ECLI:NL:RBDHA:2020:14424
Rechtbank Den Haag
- Eerste aanleg - enkelvoudig
- Rechtspraak.nl
Asielaanvraag en Dublinverordening: Verantwoordelijkheid Frankrijk
In deze zaak heeft de Rechtbank Den Haag op 31 augustus 2020 uitspraak gedaan in een asielprocedure waarbij de eiser, vertegenwoordigd door mr. I.N. Schalken, een verblijfsvergunning asiel voor bepaalde tijd had aangevraagd. De Staatssecretaris van Justitie en Veiligheid, vertegenwoordigd door mr. E. Sweerts, heeft de aanvraag niet in behandeling genomen op basis van de Dublinverordening, omdat Frankrijk verantwoordelijk werd geacht voor de behandeling van de aanvraag. Eiser heeft beroep ingesteld tegen dit besluit, stellende dat hij risico loopt op een behandeling in strijd met artikel 3 van het EVRM en artikel 4 van het Handvest van de grondrechten van de Europese Unie, en verwijst naar het AIDA-rapport over Frankrijk.

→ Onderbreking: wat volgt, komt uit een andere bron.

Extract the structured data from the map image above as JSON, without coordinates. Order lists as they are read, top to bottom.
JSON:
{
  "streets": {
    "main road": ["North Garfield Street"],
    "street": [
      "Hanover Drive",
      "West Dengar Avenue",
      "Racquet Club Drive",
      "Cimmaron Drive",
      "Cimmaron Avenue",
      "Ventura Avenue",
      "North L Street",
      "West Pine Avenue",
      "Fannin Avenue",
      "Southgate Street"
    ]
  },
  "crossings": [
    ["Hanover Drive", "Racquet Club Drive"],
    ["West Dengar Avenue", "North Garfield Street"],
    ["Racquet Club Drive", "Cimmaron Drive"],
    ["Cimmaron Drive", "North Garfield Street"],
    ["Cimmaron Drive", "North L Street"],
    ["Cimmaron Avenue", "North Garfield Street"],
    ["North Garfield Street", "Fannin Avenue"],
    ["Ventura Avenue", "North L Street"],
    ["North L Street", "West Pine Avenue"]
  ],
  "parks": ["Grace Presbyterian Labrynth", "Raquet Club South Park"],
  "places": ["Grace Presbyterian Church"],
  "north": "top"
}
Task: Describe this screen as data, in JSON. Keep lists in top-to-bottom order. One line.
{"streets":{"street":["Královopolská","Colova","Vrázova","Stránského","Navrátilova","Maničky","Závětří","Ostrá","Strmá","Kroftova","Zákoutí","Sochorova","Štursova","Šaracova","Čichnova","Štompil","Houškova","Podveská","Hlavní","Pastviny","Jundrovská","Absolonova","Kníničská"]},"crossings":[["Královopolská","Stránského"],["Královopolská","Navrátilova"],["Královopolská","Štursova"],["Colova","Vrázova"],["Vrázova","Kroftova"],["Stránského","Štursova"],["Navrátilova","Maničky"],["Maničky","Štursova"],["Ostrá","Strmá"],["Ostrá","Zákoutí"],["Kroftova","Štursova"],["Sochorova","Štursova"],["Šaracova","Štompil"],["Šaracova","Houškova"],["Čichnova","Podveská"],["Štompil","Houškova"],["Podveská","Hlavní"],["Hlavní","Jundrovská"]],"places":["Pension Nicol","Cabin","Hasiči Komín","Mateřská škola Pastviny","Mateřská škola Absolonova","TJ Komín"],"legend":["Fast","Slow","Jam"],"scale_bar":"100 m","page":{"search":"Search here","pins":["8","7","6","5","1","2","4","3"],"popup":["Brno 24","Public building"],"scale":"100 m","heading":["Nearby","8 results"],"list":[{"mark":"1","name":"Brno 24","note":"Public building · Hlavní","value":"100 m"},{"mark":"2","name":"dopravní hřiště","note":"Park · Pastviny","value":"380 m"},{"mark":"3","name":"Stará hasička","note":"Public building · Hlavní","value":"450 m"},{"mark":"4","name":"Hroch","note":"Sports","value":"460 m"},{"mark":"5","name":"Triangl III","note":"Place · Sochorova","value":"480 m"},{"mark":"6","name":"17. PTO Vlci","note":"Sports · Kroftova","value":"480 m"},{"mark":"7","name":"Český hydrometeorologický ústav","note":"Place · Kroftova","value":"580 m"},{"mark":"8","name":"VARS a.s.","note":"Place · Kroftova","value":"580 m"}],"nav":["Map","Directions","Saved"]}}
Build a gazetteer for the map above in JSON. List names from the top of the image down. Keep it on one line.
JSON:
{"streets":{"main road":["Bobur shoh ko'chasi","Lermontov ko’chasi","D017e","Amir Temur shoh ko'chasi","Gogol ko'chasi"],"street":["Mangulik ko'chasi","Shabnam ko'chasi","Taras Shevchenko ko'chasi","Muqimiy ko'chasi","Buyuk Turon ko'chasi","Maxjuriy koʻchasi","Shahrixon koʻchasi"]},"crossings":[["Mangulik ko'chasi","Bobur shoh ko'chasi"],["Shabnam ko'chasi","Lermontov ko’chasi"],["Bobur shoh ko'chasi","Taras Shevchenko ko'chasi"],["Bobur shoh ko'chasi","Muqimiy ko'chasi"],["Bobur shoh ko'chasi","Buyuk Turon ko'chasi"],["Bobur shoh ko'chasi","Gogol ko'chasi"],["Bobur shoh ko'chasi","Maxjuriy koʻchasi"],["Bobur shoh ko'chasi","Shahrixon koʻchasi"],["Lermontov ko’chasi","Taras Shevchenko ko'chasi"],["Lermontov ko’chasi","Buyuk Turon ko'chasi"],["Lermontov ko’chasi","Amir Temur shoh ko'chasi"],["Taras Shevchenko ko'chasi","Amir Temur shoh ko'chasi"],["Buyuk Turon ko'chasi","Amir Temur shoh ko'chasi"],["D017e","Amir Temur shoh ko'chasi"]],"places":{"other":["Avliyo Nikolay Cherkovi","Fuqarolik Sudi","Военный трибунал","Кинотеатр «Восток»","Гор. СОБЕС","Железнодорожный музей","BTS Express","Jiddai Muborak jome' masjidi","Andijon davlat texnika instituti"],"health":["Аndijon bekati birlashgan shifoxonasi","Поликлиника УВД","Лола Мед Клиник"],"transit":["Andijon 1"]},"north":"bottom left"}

Tijdens de zitting op 25 augustus 2020 heeft de rechtbank de argumenten van eiser gehoord, waaronder de stelling dat Frankrijk niet voldoet aan de vereisten van het interstatelijk vertrouwensbeginsel. De rechtbank overweegt dat er geen concrete aanknopingspunten zijn die maken dat dit beginsel in het geval van eiser niet van toepassing is. De rechtbank concludeert dat de omstandigheden in Frankrijk, zoals beschreven in het AIDA-rapport, niet wijzen op ernstige tekortkomingen in de opvang van asielzoekers. Eiser heeft niet aangetoond dat hij geen toegang heeft tot medische zorg in Frankrijk en dat zijn situatie zo bijzonder is dat zijn aanvraag op grond van artikel 17 van de Dublinverordening onverplicht behandeld zou moeten worden.
De rechtbank verklaart het beroep ongegrond en oordeelt dat de Staatssecretaris terecht heeft besloten de aanvraag niet in behandeling te nemen. De uitspraak is gedaan door mr. B. Fijnheer, rechter, in aanwezigheid van mr. T.R. Oosterhoff - Vos, griffier. De uitspraak is niet openbaar uitgesproken vanwege coronamaatregelen, maar zal alsnog openbaar worden gemaakt zodra dat weer mogelijk is.